2007-05-25. Tell-tale signs of cane dieback.
Zanthan Gardens History
I fell in love with ‘Penelope’ the first time I saw a photo of her. Creamy white, blush of pink, peaches and cream–she was all of these. But her most entrancing characteristic was that she seemed to be lit from within. She glowed.
So last year, ‘Penelope’ was on my list of “must buy” roses when we went to the Antique Rose Emporium. That day the ‘Penelope’ roses were looking peaked, so I came home with her older sister ‘Prosperity’ instead. (Both were developed by Joseph Pemberton.)
Happily, this year I found a healthly looking ‘Penelope’ at Barton Springs Nursery (supplied by the Antique Rose Emporium).
Now into her fourth spring in my garden the Hybrid musk rose ‘Penelope’ has really matured. She has produced many large sprays at the end of her long arching boughs, often with up to a dozen flowers in each spray creating an instant bouquet. Like the other hybrid musk roses (‘Prosperity’ and ‘Buff Beauty’) one large flower (3 inches across) blooms first and then as it fades the others in the bouquet open.

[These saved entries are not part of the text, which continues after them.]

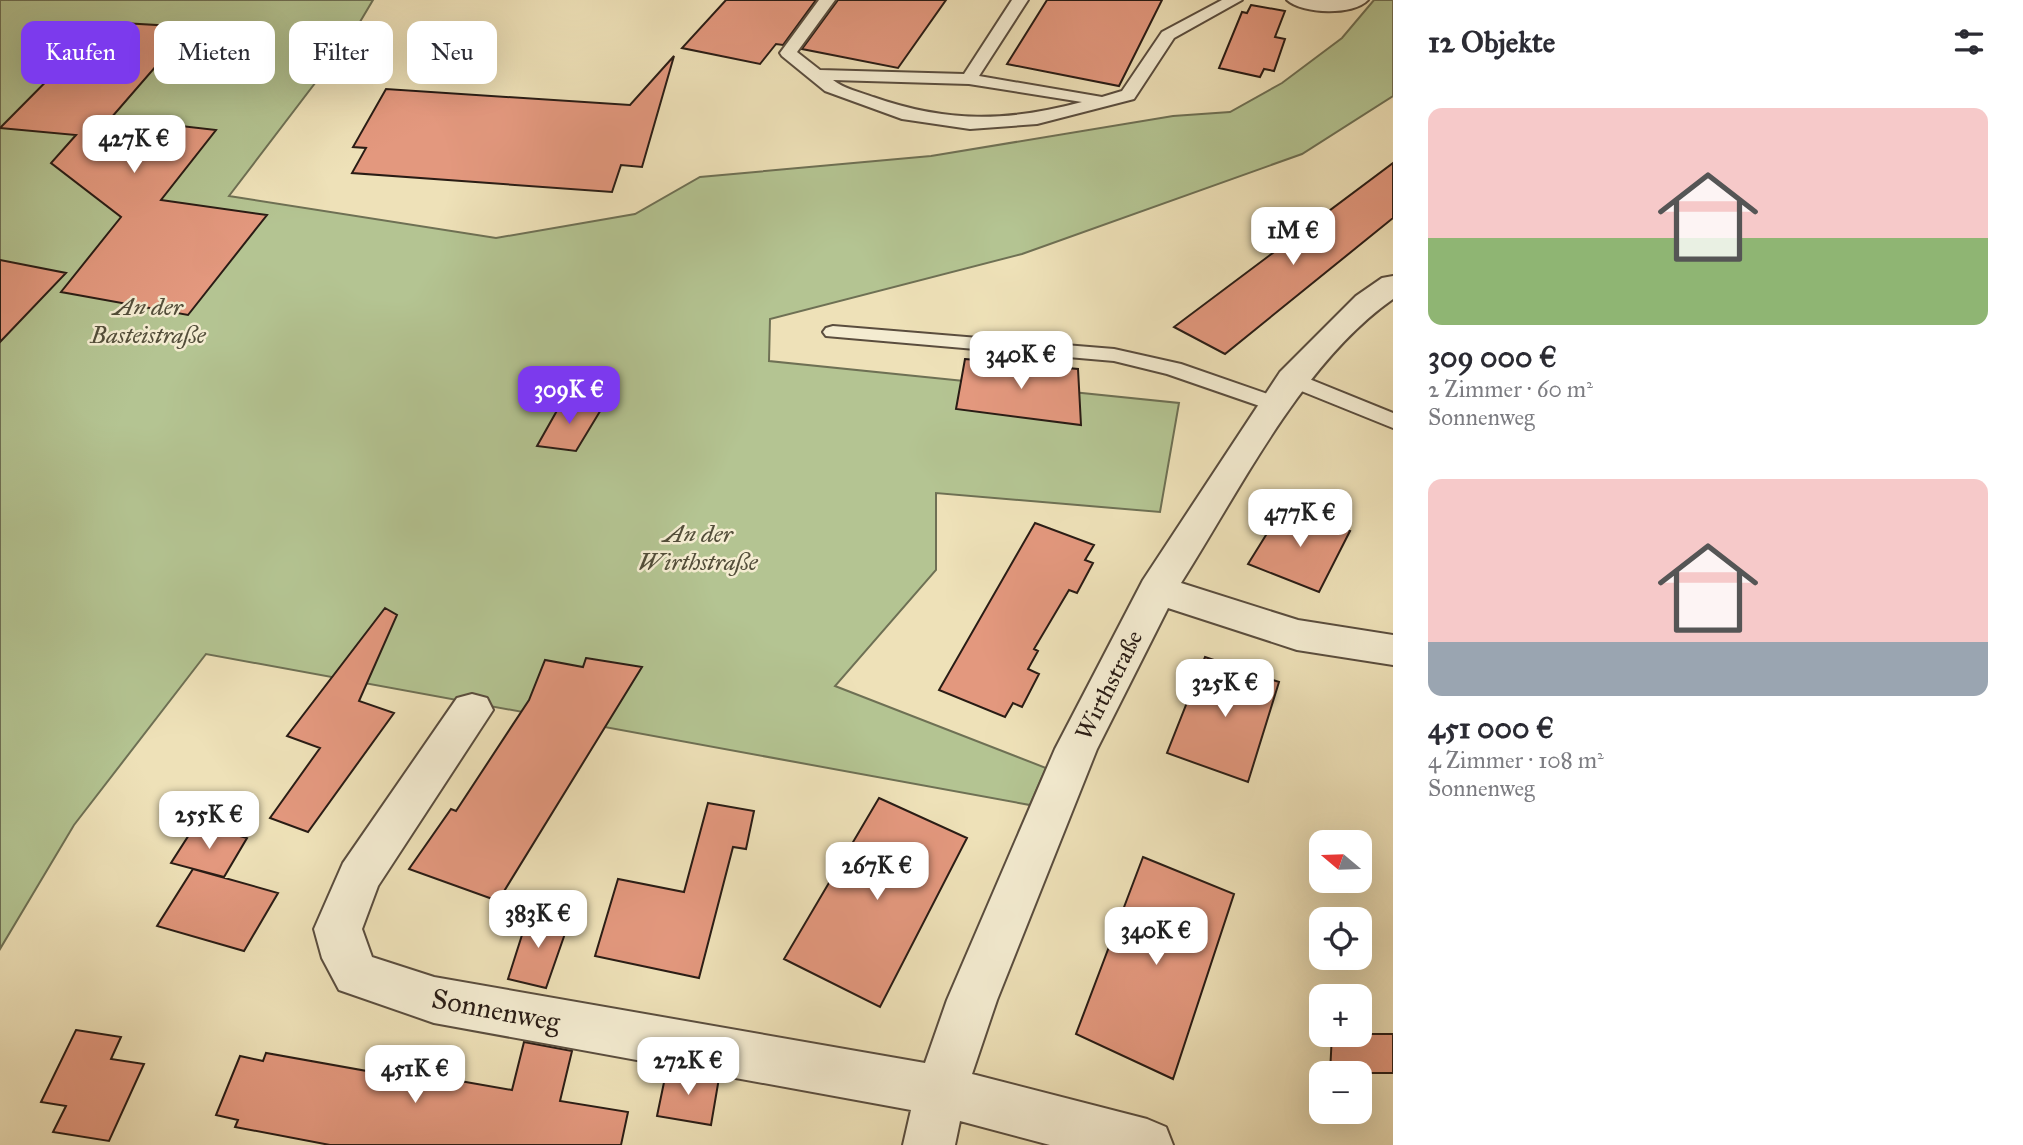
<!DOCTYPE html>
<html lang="de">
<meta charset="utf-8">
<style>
:root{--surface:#fff;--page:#f7f7f7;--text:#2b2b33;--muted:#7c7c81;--accent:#7c3aed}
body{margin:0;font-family:"IM FELL Great Primer",serif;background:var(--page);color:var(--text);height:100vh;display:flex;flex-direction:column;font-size:26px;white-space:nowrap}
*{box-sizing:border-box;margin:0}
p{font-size:23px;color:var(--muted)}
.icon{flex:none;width:38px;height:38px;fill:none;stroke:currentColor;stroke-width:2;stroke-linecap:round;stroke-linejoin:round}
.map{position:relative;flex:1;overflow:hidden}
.panel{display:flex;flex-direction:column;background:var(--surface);width:630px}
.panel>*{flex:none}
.banner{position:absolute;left:21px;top:21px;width:665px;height:63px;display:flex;gap:14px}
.needle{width:46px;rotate:289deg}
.controls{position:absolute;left:1309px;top:830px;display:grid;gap:14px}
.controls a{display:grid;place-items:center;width:63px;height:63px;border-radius:14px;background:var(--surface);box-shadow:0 7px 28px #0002;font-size:35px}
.price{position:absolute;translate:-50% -60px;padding:0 16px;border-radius:14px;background:#fff;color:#222;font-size:23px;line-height:46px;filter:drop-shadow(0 2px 4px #0008)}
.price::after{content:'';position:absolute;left:50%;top:42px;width:21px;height:16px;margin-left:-10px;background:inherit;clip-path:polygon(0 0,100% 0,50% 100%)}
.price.selected{background:var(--accent);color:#fff}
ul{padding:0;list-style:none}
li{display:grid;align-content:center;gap:14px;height:371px;padding:0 35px}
li span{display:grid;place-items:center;height:217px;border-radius:14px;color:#555}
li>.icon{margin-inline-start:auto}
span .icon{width:126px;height:126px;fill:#fffc;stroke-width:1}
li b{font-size:30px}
h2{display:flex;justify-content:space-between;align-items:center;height:84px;padding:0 35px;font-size:30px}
.pill{padding:0 24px;border-radius:14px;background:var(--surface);box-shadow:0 7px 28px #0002;font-size:24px;line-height:63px}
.pill.selected{background:var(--accent);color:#fff}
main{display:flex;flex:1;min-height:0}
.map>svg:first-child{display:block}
.green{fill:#b4c492;stroke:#6e7054;stroke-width:2}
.building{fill:#e3987e;stroke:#291c15;stroke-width:2}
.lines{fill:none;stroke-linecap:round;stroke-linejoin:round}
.lane-casing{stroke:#5a4d3e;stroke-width:4}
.street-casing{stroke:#5a4d3e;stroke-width:4}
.lane{fill:#f4ecd1;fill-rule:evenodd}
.street{fill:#f4ecd1;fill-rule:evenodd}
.labels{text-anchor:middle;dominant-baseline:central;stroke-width:5;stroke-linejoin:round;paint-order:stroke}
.park-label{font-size:24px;font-style:italic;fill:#534e3a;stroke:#f4ecd1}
.street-label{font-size:24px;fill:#291c15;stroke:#f4ecd1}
.near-street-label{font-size:28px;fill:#291c15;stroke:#f4ecd1}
</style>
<main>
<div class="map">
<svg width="1393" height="1145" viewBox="0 0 1393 1145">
<rect width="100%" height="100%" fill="#eee1b8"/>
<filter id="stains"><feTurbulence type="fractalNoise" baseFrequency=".00286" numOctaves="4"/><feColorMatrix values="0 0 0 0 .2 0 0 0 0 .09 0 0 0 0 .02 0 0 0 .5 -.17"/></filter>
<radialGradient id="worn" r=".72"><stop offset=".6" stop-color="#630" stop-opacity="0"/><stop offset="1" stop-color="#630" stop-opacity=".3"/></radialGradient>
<path class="green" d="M 0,0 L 373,0 L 354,32 L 229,196 L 496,238 L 635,214 L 700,177 L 931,156 L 1173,116 L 1230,112 L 1282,83 L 1342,38 L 1374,0 L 1393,0 L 1393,96 L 1302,154 L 1022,254 L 770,319 L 769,361 L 1179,403 L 1160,512 L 936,493 L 936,570 L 835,686 L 1046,768 L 1030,805 L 206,654 L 74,825 L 0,949 Z"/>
<path class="building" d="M 726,0 L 816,0 L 783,45 L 776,44 L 760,64 L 682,48 Z
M 838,0 L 946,0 L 898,68 L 802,49 Z
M 1047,0 L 1162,0 L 1119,86 L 1007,64 Z
M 1251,5 L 1285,11 L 1275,37 L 1285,39 L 1274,71 L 1264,69 L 1260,77 L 1219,68 L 1242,12 L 1247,13 Z
M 105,22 L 190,27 L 111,118 L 216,130 L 161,200 L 267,215 L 188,315 L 61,292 L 121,217 L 51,163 L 76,135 L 0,128 Z
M 674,56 L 642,167 L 621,165 L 612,192 L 352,173 L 366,148 L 353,147 L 386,89 L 630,105 Z
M 1393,163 L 1393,218 L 1225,354 L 1174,327 Z
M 0,260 L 66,273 L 0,342 Z
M 965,359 L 1078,369 L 1081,425 L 956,409 Z
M 563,400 L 602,408 L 576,451 L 537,446 Z
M 1284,506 L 1350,531 L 1319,592 L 1248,564 Z
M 1035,523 L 1094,545 L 1085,560 L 1093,563 L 1077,593 L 1069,590 L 1034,649 L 1038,651 L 1028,669 L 1039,674 L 1022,707 L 1013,703 L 1005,717 L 939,690 Z
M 385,608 L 397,615 L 359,701 L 394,713 L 308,832 L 270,818 L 320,748 L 287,736 Z
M 1205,657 L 1279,682 L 1248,782 L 1167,753 Z
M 586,658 L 642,667 L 498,901 L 409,869 L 451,809 L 456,811 L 529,700 L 545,660 L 583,667 Z
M 879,798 L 967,838 L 880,1007 L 784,959 Z
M 708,803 L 754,811 L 746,849 L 733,847 L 699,978 L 595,956 L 618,879 L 684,892 Z
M 196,824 L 247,838 L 224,877 L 171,863 Z
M 1143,857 L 1234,894 L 1173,1079 L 1076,1034 Z
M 193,869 L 278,893 L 244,951 L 157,926 Z
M 529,913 L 569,922 L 546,988 L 508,979 Z
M 76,1030 L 121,1037 L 111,1059 L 144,1064 L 109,1141 L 53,1132 L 66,1106 L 41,1102 Z
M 1332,1034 L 1393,1034 L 1393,1073 L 1330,1073 Z
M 524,1042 L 572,1051 L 560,1101 L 628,1112 L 621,1145 L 330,1145 L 235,1127 L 238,1120 L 216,1115 L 240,1056 L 263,1061 L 266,1053 L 395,1076 L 397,1070 L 512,1090 Z
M 667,1068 L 719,1078 L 711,1125 L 657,1116 Z"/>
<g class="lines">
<defs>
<path id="lane" d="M 819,0 L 835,0 L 797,52 L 820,70 L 964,74 L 1012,0 L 1028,0 L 979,76 L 1102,97 L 1122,91 L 1162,32 L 1222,0 L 1242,0 L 1174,38 L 1134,99 L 1037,124 L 970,129 L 902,119 L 825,91 L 782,56 L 780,53 ZM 833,80 L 969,84 L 1082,102 C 1007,122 947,123 873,97 C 860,92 844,89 833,80 Z
M 1287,0 L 1368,0 C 1353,16 1302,14 1287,0 Z
M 833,326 L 1114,349 L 1181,364 L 1282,399 L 1285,404 L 1274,411 L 1167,374 L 1114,361 L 826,336 L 823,332 L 826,328 Z
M 1292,372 L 1393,413 L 1393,428 L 1284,384 L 1281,379 Z"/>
<path id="street" d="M 1393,276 L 1393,299 C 1302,363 1240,490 1181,583 L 1298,620 L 1393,635 L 1393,665 L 1297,650 L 1168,608 L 1097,749 L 997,1000 L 972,1074 L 1147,1119 L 1166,1127 L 1173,1145 L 1050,1145 L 960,1121 L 955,1145 L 903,1145 L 911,1110 L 434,1023 L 339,990 L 322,958 L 314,929 L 343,863 L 457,698 L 472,694 L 487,698 L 493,710 L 378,886 L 362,929 L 372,957 L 434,977 L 925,1063 L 947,1000 L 1055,749 L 1143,580 L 1280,372 L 1356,296 L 1382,278 Z"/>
</defs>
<use href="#lane" class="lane-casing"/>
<use href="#street" class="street-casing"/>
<use href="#lane" class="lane"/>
<use href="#street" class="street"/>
</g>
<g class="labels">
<g class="park-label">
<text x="148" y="307">An der<tspan x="148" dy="28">Basteistraße</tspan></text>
<text x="698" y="534">An der<tspan x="698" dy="28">Wirthstraße</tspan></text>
</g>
<g class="street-label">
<text transform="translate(1109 685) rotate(-63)">Wirthstraße</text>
</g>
<g class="near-street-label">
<text transform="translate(496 1010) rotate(11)">Sonnenweg</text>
</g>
</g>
<rect width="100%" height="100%" filter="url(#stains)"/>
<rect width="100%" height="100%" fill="url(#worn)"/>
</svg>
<div class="controls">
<a><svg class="needle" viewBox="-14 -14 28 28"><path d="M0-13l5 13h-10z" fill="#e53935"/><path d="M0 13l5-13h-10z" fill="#7c7c81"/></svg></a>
<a><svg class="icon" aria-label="locate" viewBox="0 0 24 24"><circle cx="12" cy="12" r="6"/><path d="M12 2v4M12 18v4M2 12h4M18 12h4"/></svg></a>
<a>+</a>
<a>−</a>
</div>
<b class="price" style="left:134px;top:175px">427K €</b>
<b class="price" style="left:1293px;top:267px">1M €</b>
<b class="price" style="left:1021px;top:391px">340K €</b>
<b class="price selected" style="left:569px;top:426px">309K €</b>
<b class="price" style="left:1300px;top:549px">477K €</b>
<b class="price" style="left:1225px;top:719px">325K €</b>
<b class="price" style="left:209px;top:851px">255K €</b>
<b class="price" style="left:877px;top:902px">267K €</b>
<b class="price" style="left:538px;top:950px">383K €</b>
<b class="price" style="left:1156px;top:967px">340K €</b>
<b class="price" style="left:688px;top:1097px">272K €</b>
<b class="price" style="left:415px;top:1105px">451K €</b>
<div class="banner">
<a class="pill selected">Kaufen</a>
<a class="pill">Mieten</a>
<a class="pill">Filter</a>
<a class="pill">Neu</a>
</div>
</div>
<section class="panel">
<h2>12 Objekte<svg class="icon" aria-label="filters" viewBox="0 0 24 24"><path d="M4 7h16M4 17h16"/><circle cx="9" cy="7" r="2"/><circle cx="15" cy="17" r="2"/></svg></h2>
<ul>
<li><span style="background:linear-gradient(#f6c9c9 60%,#8fb573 0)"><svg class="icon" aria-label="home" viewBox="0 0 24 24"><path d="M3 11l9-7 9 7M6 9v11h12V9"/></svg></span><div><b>309 000 €</b><p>2 Zimmer · 60 m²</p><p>Sonnenweg</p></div></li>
<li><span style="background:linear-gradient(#f6c9c9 75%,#9aa5b1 0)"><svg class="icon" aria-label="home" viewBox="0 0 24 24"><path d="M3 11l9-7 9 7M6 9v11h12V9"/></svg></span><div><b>451 000 €</b><p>4 Zimmer · 108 m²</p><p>Sonnenweg</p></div></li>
</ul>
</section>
</main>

I’ve read that you’re suppose to pinch the early flower in the bud, but I never do.
Hybrid Musk Rose ‘Penelope’ Austin, TX 2006-03-29. Still wet from yesterday’s record 4 inches of rain.
In my mind ‘Penelope’ is a white rose and am surprised when I look back over my photographs to see her in color. When temperatures are cool (below 60), the flowers open a soft, peachy pink. But when that the temperatures are in the 90s, the color drains away.
This year she leafed out before the spring cankerworms began their assault, but she is particularly affected by them because of her velvety leaves and habit of forming the buds on short stems inside the leaves.
Hybrid musk roses have the reputation of blooming well in filtered shade even with only 5 hours of sunlight. However, I find that ‘Penelope’ blooms does not bloom well after the trees have leafed out. Whether that’s due to lack of sunlight or too much heat, I can’t tell yet.